2012年 10月 11日
地上の飛行機 |
波打つ美瑛の丘の峠を目指し、思いっきりスロットルを開けると、解き放たれた獣の咆哮のような排気音を大地に叩きつけ、道の先に繋がっている空に体が浮いていくような錯覚に陥ったり、ワインディングロードでは、十勝岳連峰が右後方に流れ去ったと思ったら、左前方の丘の上から迫ってきたりする。まさに、バイクは地上の飛行機である。そして、刈り込んだばかりのむせかえるような牧草の臭い、強烈なシシウドの花の臭い、クリの花のむっとする臭い、息を止めたくなるような肥やしの臭い、心が癒やされるようなラベンダーの花の臭いが嗅覚を刺激してくる。
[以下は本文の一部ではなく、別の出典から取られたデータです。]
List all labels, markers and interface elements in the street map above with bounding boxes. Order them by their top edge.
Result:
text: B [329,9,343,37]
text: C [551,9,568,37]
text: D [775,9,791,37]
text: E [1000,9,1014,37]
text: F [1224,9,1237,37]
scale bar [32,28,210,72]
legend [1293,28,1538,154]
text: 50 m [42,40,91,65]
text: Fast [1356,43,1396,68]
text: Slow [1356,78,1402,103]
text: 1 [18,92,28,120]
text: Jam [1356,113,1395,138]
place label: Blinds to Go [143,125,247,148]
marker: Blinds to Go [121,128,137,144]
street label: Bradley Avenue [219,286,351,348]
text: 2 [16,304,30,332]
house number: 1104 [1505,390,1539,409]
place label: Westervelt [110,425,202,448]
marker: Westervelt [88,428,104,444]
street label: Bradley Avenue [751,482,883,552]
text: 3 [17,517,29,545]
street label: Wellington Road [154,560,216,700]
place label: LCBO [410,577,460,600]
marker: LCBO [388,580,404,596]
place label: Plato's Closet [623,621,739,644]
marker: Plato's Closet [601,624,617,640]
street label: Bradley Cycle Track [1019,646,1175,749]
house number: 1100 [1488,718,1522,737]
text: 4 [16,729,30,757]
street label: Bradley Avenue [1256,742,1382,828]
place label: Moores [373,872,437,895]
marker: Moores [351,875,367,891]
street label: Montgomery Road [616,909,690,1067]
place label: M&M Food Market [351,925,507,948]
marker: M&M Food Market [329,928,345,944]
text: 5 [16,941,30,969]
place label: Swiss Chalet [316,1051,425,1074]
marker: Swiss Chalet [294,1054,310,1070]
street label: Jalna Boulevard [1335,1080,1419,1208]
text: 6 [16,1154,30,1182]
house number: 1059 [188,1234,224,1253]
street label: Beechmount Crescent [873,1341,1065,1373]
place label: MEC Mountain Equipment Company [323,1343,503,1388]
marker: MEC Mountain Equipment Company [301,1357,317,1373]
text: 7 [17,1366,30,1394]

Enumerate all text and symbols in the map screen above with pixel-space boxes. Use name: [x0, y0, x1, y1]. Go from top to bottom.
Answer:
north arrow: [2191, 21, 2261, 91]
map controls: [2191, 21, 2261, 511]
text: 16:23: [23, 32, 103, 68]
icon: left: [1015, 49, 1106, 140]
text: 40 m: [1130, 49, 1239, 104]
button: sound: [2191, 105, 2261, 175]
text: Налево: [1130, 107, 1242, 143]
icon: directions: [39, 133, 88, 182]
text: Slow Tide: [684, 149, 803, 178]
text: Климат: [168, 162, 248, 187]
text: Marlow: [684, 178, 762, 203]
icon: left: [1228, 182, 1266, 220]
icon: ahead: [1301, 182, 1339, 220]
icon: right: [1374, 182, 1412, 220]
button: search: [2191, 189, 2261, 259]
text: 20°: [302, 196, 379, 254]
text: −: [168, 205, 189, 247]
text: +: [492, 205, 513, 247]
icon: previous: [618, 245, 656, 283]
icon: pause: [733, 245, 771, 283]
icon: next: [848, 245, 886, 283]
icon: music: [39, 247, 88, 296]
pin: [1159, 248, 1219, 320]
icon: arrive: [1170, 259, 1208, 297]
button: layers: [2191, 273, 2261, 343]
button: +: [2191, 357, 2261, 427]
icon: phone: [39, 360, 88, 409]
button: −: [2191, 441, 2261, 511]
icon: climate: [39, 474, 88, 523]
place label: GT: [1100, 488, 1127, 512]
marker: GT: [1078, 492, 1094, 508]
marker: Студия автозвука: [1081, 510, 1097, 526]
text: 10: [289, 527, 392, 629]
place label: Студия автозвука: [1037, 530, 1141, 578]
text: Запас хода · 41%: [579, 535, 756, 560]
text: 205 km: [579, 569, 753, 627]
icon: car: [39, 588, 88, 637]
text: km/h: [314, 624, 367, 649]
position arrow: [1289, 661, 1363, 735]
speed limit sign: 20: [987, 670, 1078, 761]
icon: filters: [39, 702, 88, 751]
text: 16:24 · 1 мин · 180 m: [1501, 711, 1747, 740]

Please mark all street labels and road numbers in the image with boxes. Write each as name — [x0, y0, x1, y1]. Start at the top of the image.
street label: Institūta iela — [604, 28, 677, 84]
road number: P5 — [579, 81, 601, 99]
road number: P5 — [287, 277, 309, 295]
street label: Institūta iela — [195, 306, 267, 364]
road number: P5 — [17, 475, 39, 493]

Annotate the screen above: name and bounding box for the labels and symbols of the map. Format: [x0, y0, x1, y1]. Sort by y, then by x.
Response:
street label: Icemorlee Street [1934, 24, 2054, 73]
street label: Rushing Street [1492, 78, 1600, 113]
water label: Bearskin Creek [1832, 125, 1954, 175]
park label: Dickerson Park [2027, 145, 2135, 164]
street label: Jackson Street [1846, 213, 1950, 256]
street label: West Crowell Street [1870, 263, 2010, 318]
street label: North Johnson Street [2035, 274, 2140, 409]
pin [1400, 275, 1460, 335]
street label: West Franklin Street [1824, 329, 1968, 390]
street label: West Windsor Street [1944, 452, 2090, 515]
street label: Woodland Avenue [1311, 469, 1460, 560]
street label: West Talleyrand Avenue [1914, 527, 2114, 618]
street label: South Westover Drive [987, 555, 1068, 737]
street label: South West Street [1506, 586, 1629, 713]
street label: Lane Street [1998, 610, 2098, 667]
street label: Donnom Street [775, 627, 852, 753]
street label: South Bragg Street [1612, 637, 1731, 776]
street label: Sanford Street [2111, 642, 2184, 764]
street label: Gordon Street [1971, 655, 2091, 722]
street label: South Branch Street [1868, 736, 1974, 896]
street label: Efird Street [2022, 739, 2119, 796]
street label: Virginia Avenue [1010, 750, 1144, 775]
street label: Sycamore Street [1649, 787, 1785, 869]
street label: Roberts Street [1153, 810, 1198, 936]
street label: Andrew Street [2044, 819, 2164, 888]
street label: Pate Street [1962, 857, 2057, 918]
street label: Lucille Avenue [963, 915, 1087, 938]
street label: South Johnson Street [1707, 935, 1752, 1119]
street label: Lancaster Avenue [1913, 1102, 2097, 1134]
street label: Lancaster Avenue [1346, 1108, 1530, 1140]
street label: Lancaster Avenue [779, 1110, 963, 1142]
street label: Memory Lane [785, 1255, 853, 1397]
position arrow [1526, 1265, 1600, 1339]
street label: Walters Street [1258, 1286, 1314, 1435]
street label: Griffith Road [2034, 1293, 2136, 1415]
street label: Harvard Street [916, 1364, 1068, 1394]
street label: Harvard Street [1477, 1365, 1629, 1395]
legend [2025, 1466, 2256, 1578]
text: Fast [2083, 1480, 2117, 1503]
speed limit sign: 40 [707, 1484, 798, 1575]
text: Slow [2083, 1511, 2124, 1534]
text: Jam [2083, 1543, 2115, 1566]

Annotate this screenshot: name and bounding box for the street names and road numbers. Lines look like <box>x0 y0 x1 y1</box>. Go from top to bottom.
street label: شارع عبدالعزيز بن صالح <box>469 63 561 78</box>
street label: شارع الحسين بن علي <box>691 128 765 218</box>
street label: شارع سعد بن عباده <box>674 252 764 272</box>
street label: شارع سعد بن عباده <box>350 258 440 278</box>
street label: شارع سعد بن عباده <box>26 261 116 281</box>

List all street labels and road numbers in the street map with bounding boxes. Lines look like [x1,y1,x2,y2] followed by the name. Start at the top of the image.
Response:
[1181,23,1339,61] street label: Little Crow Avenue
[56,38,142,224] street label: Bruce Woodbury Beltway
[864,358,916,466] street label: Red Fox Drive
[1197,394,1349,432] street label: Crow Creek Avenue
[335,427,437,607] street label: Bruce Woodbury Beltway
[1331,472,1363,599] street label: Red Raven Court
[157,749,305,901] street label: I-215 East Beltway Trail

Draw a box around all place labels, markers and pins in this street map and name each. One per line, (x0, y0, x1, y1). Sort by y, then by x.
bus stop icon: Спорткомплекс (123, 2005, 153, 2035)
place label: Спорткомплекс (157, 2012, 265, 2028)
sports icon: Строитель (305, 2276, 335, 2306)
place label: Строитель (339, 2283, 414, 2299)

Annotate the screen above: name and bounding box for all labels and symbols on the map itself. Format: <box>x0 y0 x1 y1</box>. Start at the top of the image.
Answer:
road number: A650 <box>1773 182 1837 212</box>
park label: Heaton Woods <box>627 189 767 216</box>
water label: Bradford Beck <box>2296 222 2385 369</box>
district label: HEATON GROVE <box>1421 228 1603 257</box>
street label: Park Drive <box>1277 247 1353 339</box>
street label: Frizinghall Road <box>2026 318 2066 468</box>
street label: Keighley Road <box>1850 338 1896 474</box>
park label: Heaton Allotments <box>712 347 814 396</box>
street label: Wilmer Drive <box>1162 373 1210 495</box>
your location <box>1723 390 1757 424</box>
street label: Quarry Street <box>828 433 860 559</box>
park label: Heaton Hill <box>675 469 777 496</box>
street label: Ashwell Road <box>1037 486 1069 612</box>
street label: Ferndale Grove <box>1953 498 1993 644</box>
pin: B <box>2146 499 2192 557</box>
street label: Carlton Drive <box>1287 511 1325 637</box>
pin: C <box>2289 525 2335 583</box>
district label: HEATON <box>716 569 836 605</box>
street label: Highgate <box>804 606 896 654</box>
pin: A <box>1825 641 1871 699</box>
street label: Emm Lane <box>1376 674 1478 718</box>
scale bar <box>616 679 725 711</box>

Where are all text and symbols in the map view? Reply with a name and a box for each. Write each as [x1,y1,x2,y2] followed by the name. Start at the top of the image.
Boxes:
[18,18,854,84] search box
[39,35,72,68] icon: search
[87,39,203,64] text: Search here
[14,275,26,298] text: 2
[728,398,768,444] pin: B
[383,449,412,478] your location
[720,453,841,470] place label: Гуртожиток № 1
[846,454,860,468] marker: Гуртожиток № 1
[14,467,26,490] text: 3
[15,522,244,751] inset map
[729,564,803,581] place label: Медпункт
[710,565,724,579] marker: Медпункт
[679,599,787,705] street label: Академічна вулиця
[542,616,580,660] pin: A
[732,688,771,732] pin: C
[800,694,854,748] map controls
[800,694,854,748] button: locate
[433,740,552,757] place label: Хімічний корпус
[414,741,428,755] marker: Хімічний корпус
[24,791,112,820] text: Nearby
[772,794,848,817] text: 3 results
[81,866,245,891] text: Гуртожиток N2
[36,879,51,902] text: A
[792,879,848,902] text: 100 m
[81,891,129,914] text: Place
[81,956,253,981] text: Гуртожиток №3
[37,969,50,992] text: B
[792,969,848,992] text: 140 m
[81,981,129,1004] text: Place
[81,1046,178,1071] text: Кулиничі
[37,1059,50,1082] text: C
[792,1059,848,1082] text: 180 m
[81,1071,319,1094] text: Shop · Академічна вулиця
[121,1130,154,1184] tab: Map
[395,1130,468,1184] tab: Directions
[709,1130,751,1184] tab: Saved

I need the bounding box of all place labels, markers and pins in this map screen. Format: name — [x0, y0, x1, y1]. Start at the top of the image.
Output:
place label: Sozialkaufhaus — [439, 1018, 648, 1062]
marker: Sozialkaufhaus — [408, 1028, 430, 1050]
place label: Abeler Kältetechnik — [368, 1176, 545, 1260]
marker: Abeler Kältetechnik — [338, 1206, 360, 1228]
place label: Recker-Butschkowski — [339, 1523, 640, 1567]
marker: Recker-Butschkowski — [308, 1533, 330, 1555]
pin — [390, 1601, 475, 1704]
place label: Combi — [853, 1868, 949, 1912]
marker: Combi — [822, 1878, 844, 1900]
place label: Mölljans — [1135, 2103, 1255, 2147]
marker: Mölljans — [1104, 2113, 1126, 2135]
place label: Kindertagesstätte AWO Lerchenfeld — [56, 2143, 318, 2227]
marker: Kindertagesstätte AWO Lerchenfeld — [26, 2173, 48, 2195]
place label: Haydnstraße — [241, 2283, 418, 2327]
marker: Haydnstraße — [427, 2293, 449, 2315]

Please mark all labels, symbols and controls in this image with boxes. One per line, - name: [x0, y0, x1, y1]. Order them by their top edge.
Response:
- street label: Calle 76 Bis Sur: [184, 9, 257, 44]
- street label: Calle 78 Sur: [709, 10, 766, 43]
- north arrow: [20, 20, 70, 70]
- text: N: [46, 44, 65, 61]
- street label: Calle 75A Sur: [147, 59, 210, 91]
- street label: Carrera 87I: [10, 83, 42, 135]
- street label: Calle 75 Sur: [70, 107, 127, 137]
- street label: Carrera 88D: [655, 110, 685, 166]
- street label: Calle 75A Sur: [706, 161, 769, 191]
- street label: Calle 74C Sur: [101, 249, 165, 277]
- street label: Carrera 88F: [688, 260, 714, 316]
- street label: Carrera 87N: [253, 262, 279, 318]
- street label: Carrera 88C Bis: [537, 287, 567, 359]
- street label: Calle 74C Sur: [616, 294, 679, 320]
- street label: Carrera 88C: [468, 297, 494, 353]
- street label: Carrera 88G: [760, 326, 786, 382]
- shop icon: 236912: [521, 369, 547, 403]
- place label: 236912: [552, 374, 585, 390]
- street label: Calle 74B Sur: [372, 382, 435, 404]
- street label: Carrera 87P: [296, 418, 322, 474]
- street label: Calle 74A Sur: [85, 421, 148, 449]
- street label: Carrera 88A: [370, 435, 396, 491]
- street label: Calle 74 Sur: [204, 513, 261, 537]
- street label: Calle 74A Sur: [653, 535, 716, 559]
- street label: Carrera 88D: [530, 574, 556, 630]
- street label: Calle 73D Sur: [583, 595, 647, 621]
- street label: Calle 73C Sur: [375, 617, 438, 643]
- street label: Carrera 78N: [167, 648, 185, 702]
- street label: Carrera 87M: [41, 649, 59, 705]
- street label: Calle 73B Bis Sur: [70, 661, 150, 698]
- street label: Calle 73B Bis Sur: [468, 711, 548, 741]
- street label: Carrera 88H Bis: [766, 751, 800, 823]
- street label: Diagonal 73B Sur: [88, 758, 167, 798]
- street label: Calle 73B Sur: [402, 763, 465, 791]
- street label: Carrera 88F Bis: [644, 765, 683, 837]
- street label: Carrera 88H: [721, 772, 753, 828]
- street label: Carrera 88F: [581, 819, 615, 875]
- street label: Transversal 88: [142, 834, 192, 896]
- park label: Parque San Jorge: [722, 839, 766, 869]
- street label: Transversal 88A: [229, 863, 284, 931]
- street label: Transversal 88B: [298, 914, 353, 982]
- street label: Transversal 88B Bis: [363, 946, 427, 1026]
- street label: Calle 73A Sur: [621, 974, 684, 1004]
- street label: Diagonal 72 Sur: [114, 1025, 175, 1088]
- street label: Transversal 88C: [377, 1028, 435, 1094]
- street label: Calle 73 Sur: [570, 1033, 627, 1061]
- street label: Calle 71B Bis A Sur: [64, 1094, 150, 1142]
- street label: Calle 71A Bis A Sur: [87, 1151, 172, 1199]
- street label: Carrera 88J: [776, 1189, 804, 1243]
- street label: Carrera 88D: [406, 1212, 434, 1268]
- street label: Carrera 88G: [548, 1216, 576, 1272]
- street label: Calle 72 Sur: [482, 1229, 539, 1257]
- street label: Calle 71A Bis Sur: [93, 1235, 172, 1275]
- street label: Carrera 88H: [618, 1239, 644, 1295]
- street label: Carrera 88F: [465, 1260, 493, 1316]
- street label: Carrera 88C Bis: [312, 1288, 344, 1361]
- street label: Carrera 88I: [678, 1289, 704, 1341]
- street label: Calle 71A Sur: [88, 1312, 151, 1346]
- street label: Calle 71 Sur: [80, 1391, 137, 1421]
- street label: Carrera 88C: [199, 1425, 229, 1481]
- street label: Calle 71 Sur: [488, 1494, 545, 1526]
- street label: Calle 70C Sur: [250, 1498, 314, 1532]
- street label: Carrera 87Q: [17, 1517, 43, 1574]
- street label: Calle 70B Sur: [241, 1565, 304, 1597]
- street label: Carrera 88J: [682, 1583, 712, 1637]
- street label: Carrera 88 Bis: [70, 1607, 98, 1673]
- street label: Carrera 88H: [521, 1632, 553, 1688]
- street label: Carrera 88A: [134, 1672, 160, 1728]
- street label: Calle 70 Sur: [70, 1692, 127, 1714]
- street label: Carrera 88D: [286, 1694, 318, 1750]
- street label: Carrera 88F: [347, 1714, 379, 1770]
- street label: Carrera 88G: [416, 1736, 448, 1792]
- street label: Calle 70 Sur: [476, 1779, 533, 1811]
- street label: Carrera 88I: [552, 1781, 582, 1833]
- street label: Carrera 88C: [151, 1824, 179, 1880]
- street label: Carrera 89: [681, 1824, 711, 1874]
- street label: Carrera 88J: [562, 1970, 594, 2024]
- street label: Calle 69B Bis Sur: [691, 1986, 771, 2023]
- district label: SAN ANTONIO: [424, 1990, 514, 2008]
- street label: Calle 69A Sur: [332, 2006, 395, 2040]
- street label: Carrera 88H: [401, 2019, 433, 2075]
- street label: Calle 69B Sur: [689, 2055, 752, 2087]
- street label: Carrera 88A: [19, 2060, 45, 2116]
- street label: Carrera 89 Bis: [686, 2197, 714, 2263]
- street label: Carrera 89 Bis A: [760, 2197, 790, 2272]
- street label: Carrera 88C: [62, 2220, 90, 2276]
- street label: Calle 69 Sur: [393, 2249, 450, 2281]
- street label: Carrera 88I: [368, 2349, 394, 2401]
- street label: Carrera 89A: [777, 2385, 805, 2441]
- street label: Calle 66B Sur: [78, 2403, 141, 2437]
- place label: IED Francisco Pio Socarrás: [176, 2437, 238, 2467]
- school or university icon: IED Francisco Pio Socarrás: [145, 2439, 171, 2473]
一休みしたときに食べる富良野メロンの旨味は、体幹までをも刺激してくれる。エンジンを切ると、ひばりのさえずりが賑やかで、爽やかな風の吹き抜ける音が頭の中を流れる。
知床の漁師の案内で、一般の人は入れない自然世界遺産の知床半島の番屋の生活を体験してきた。ルシャの番屋である。ここの番屋が世界的にも有名になったのは、人間と熊の共存が行われていることである。現に、私が訪ねた時も、番屋周辺で出会った熊は一日で23頭にも及び、10mの距離で震えながら写真を撮った。この番屋で仕事をしている漁師達は、熊が近づいてきても無視しながら仕事をしている。熊も人間に対して悪さをしない。ここには熊と人間の暗黙の境界があり、たまにその境界を越えて熊が近づきすぎた時、大船頭の大瀬初三郎は「コノヤロウ、帰れ!」と大声で叫ぶ。そうすると、熊は一瞬立ち止まり、意味がわかったように遠ざかっていった。不思議な光景だった。
知床は世界遺産に登録されたため、開発は抑えられ、人間(漁師)が自然の恵みに感謝しながら生活をしており、熊へ恐怖を与えるようなことはしない。そして、ここの熊達は豊かな食料に恵まれた生活をしている。動物は豊かな食料があれば、無益な争いはしようとしない。海岸で獲物を食べている熊に、強い熊が近づいてくると、今まで食べていた熊は静かに立ち去る。